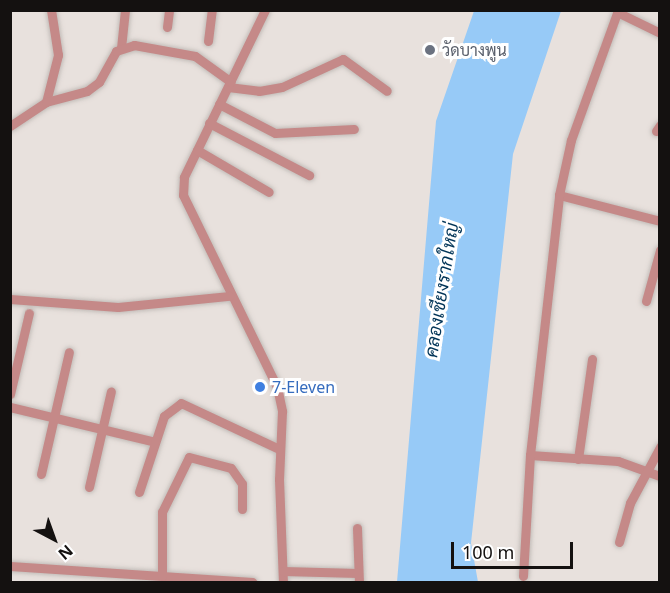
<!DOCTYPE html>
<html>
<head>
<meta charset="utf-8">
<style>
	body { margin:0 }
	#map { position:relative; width:670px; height:593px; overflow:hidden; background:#e8e1dd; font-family:"Noto Sans",Sarabun,sans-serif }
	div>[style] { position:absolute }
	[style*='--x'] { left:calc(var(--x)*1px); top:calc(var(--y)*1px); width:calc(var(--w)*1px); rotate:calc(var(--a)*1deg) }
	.water>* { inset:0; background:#97caf7 }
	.roads { filter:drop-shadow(0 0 2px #c2bcb8) drop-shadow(0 0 2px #c2bcb8) }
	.minor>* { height:9px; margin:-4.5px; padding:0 4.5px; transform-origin:4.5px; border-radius:4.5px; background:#c58988 }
	.dots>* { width:16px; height:16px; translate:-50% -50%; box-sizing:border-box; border:3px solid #fff; border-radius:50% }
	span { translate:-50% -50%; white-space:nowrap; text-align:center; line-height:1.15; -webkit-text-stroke:6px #fff; paint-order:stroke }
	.worship-label { font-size:16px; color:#5b616d }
	.left { translate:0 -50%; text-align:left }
	.shop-label { font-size:16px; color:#366cbe }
	.water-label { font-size:18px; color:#013457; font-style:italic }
	.frame { position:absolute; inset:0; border:12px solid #141110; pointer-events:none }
	.north { position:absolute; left:24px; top:509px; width:60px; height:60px; -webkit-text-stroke:4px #fff; paint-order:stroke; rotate:139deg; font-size:16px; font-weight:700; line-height:24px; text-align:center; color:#141110 }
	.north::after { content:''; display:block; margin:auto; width:21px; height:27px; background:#141110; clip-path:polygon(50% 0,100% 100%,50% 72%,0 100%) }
	.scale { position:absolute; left:451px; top:542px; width:122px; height:27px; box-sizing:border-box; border:3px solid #141110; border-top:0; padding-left:8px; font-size:18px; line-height:21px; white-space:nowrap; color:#141110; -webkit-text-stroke:4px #fff; paint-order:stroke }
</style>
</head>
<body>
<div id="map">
	<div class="water">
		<i style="clip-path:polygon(474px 11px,561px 11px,513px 154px,471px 543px,478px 582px,397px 582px,436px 121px)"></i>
	</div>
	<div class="roads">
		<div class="minor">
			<i style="--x:265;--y:10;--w:186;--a:115.9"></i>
			<i style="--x:184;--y:177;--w:18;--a:93"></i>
			<i style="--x:183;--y:195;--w:214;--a:63.9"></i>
			<i style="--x:277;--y:387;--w:25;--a:78"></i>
			<i style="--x:282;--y:411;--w:68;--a:92.5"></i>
			<i style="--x:279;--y:479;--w:103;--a:87.8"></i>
			<i style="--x:617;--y:12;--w:48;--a:26"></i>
			<i style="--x:167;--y:27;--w:17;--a:-83"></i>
			<i style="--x:208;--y:41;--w:31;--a:-83"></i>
			<i style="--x:121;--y:48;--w:38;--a:-84"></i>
			<i style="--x:228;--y:87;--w:31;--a:7"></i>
			<i style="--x:259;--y:91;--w:23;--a:-10"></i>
			<i style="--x:282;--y:87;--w:67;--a:-24.7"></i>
			<i style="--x:343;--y:59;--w:54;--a:36"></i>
			<i style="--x:46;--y:102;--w:49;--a:-75.7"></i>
			<i style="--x:58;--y:55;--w:46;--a:-98.8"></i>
			<i style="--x:219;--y:104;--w:63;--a:27.4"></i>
			<i style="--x:275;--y:133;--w:79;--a:-2.9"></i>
			<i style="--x:209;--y:123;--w:113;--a:27.5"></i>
			<i style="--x:10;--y:126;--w:43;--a:-33.7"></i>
			<i style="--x:46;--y:102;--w:42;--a:-15"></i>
			<i style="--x:87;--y:91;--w:15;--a:-37"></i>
			<i style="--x:99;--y:82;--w:35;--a:-61"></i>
			<i style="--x:116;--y:51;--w:19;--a:-18"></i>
			<i style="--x:134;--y:45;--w:62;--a:10.2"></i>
			<i style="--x:195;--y:56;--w:44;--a:35.8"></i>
			<i style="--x:656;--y:131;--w:7;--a:-56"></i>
			<i style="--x:197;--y:150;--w:83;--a:30.3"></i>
			<i style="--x:559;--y:195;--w:104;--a:14.4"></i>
			<i style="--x:10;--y:299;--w:108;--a:4.2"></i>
			<i style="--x:118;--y:307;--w:112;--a:-5.7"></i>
			<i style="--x:646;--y:301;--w:53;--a:-74.6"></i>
			<i style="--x:10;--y:394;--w:83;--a:-76.8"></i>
			<i style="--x:10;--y:407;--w:146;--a:13.5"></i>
			<i style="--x:530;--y:455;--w:88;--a:3.9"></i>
			<i style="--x:618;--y:461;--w:45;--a:19.7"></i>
			<i style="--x:578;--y:459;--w:101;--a:-82"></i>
			<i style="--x:41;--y:474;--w:125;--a:-77.1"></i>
			<i style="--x:89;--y:487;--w:98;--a:-77.1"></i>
			<i style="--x:139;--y:492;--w:80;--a:-71.8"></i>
			<i style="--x:164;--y:416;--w:21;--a:-37"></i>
			<i style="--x:181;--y:403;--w:108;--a:25.1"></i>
			<i style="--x:357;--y:528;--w:54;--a:87.9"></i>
			<i style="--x:619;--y:542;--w:41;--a:-74.2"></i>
			<i style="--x:630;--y:503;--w:64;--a:-61.8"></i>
			<i style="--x:10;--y:566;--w:243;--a:3.8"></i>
			<i style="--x:283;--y:571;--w:75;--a:1.5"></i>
			<i style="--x:162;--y:576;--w:64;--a:-90"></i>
			<i style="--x:162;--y:512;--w:61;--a:-63.9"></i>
			<i style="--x:189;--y:457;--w:43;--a:14.7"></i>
			<i style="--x:231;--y:468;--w:19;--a:55"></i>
			<i style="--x:242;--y:484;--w:25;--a:90"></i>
			<i style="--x:523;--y:576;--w:121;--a:-86.7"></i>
			<i style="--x:530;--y:455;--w:262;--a:-83.6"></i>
			<i style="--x:559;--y:195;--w:56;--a:-77.7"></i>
			<i style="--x:571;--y:140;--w:138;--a:-70.1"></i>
		</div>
	</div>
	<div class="dots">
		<i style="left:430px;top:50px;background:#6b7280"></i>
		<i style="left:260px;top:387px;background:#3f7fe0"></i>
	</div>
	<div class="worship-label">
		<span class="left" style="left:442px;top:50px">วัดบางพูน</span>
	</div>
	<div class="shop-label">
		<span class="left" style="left:272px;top:387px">7-Eleven</span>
	</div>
	<div class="water-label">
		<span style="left:441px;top:290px;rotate:-81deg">คลองเชียงรากใหญ่</span>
	</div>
	<div class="frame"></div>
	<div class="north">N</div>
	<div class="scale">100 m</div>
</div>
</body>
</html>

# ASSIGNMENT
Starting at the line above that holds "position:relative; width:670px; height:593px;" and ending at the line that holds "translate:-50% -50%; white-space:nowrap;", transcribe each line exactly and include no other lines.

# ANSWER BELOW
	#map { position:relative; width:670px; height:593px; overflow:hidden; background:#e8e1dd; font-family:"Noto Sans",Sarabun,sans-serif }
	div>[style] { position:absolute }
	[style*='--x'] { left:calc(var(--x)*1px); top:calc(var(--y)*1px); width:calc(var(--w)*1px); rotate:calc(var(--a)*1deg) }
	.water>* { inset:0; background:#97caf7 }
	.roads { filter:drop-shadow(0 0 2px #c2bcb8) drop-shadow(0 0 2px #c2bcb8) }
	.minor>* { height:9px; margin:-4.5px; padding:0 4.5px; transform-origin:4.5px; border-radius:4.5px; background:#c58988 }
	.dots>* { width:16px; height:16px; translate:-50% -50%; box-sizing:border-box; border:3px solid #fff; border-radius:50% }
	span { translate:-50% -50%; white-space:nowrap; text-align:center; line-height:1.15; -webkit-text-stroke:6px #fff; paint-order:stroke }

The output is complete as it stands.